How to make elasticsearch add the timestamp field to every document in all indices?
Solution 1:
Elasticsearch used to support automatically adding timestamps to documents being indexed, but deprecated this feature in 2.0.0
From the version 5.5 documentation:
The _timestamp and _ttl fields were deprecated and are now removed. As a replacement for _timestamp, you should populate a regular date field with the current timestamp on application side.
Solution 2:
You can do this by providing it when creating your index.
$curl -XPOST localhost:9200/test -d '{
"settings" : {
"number_of_shards" : 1
},
"mappings" : {
"_default_":{
"_timestamp" : {
"enabled" : true,
"store" : true
}
}
}
}'
That will then automatically create a _timestamp for all stuff that you put in the index. Then after indexing something when requesting the _timestamp field it will be returned.
Solution 3:
Adding another way to get indexing timestamp. Hope this may help someone.
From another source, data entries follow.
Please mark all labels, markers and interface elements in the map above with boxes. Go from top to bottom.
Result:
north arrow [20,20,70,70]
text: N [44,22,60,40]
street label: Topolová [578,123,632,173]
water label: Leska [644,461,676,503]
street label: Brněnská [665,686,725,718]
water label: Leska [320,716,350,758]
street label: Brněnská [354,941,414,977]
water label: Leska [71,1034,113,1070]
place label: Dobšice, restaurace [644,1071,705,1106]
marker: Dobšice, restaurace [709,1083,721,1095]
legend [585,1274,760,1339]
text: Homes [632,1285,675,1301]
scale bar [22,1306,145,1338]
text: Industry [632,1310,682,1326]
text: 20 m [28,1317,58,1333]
Ingest pipeline can be used to add timestamp when document is indexed. Here, is a sample example:
PUT _ingest/pipeline/indexed_at
{
"description": "Adds indexed_at timestamp to documents",
"processors": [
{
"set": {
"field": "_source.indexed_at",
"value": "{{_ingest.timestamp}}"
}
}
]
}
Earlier, elastic search was using named-pipelines because of which 'pipeline' param needs to be specified in the elastic search endpoint which is used to write/index documents. (Ref: link) This was bit troublesome as you would need to make changes in endpoints on application side.
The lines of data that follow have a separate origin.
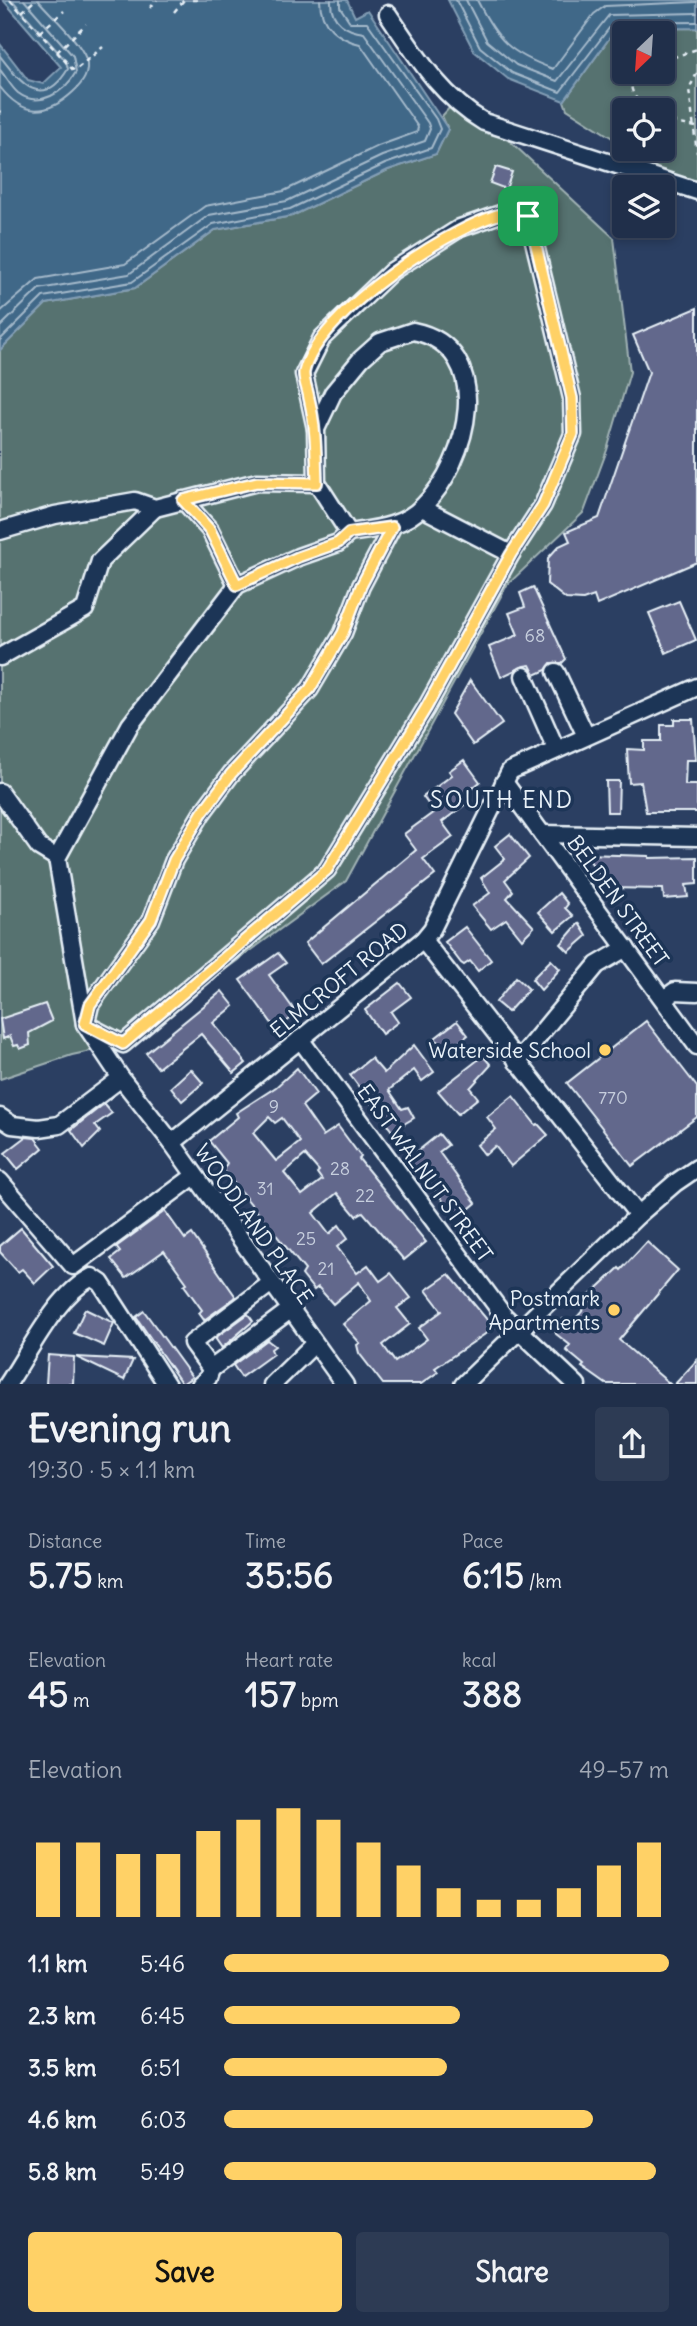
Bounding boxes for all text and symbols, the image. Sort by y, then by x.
north arrow [612,21,676,84]
map controls [612,21,675,238]
button: locate [612,98,675,161]
button: layers [612,175,675,238]
pin [498,186,558,246]
icon: arrive [509,197,547,235]
house number: 68 [525,624,545,647]
district label: SOUTH END [430,785,574,814]
street label: BELDEN STREET [561,830,675,972]
street label: ELMCROFT ROAD [264,916,414,1044]
place label: Waterside School [428,1037,591,1064]
marker: Waterside School [597,1042,613,1058]
street label: EAST WALNUT STREET [351,1079,499,1267]
house number: 770 [598,1086,628,1109]
house number: 9 [269,1095,279,1118]
street label: WOODLAND PLACE [189,1139,319,1309]
house number: 28 [330,1157,350,1180]
house number: 31 [256,1177,274,1200]
house number: 22 [355,1184,375,1207]
house number: 25 [296,1227,316,1250]
house number: 21 [317,1257,335,1280]
place label: Postmark Apartments [489,1285,600,1336]
marker: Postmark Apartments [606,1302,622,1318]
text: Evening run [28,1405,231,1452]
button: share [595,1407,669,1481]
text: 19:30 · 5 × 1.1 km [28,1455,195,1484]
text: Distance [28,1529,102,1553]
text: Time [245,1529,286,1553]
text: Pace [462,1529,503,1553]
text: 5.75 [28,1553,93,1597]
text: 35:56 [245,1553,333,1597]
text: 6:15 [462,1553,524,1597]
text: km [93,1569,124,1593]
text: /km [524,1569,562,1593]
text: Elevation [28,1648,106,1672]
text: Heart rate [245,1648,333,1672]
text: kcal [462,1648,496,1672]
text: 45 [28,1672,68,1716]
text: 157 [245,1672,296,1716]
text: 388 [462,1672,522,1716]
text: m [68,1688,90,1712]
text: bpm [296,1688,339,1712]
text: Elevation [28,1755,122,1784]
text: 49–57 m [579,1755,669,1784]
text: 1.1 km [28,1949,87,1978]
text: 5:46 [140,1949,185,1978]
text: 2.3 km [28,2001,96,2030]
text: 6:45 [140,2001,185,2030]
text: 3.5 km [28,2053,96,2082]
text: 6:51 [140,2053,181,2082]
text: 4.6 km [28,2105,97,2134]
text: 6:03 [140,2105,187,2134]
text: 5.8 km [28,2157,97,2186]
text: 5:49 [140,2157,185,2186]
button: Save [28,2232,342,2312]
button: Share [356,2232,669,2312]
With Elastic search version >= 6.5, you can now specify a default pipeline for an index using index.default_pipeline
settings. (Refer link for details)
Here is the to set default pipeline:
PUT ms-test/_settings
{
"index.default_pipeline": "indexed_at"
}
I haven't tried out yet, as didn't upgraded to ES 6.5, but above command should work.
Solution 4:
You can make use of default index pipelines, leverage the script processor, and thus emulate the auto_now_add
functionality you may know from Django and DEFAULT GETDATE()
from SQL.
The process of adding a default yyyy-MM-dd HH:mm:ss
date goes like this:
1. Create the pipeline and specify which indices it'll be allowed to run on:
PUT _ingest/pipeline/auto_now_add
{
"description": "Assigns the current date if not yet present and if the index name is whitelisted",
"processors": [
{
"script": {
"source": """
// skip if not whitelisted
if (![ "myindex",
"logs-index",
"..."
].contains(ctx['_index'])) { return; }
// don't overwrite if present
if (ctx['created_at'] != null) { return; }
ctx['created_at'] = new SimpleDateFormat("yyyy-MM-dd HH:mm:ss").format(new Date());
"""
}
}
]
}
Side note: the ingest processor's Painless script context is documented here.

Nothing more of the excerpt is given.